*** Supplied records Section Begins ***
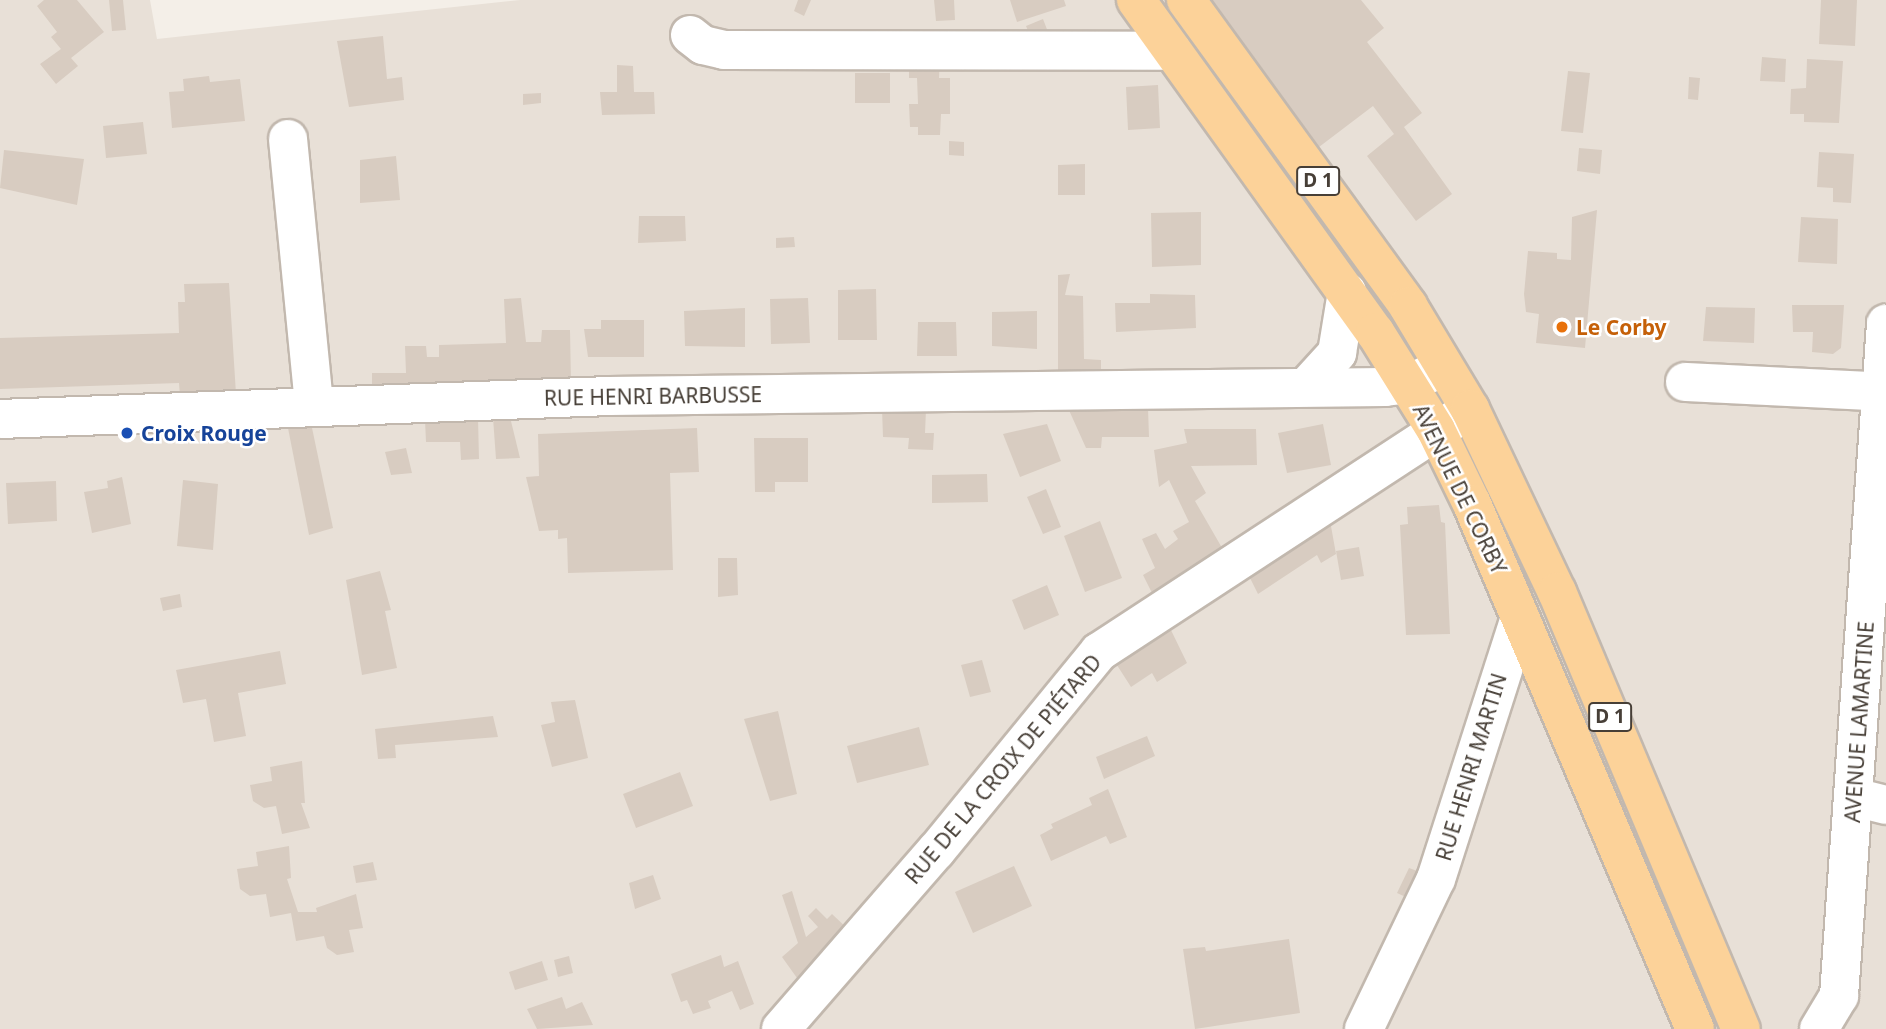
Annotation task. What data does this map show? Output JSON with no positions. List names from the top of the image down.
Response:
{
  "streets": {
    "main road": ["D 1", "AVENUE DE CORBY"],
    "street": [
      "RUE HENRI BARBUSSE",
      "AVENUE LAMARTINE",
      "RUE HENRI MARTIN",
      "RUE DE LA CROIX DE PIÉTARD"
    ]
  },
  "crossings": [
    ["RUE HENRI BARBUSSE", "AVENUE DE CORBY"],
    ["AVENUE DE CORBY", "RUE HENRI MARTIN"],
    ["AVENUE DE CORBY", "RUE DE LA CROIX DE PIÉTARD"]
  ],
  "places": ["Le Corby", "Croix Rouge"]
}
*** Supplied records Section Ends ***
About this exercise: What you return must match the material above exactly, apart from its pictures.

Exercise result:
Annotation task. What data does this map show? Output JSON with no positions. List names from the top of the image down.
Response:
{
  "streets": {
    "main road": ["D 1", "AVENUE DE CORBY"],
    "street": [
      "RUE HENRI BARBUSSE",
      "AVENUE LAMARTINE",
      "RUE HENRI MARTIN",
      "RUE DE LA CROIX DE PIÉTARD"
    ]
  },
  "crossings": [
    ["RUE HENRI BARBUSSE", "AVENUE DE CORBY"],
    ["AVENUE DE CORBY", "RUE HENRI MARTIN"],
    ["AVENUE DE CORBY", "RUE DE LA CROIX DE PIÉTARD"]
  ],
  "places": ["Le Corby", "Croix Rouge"]
}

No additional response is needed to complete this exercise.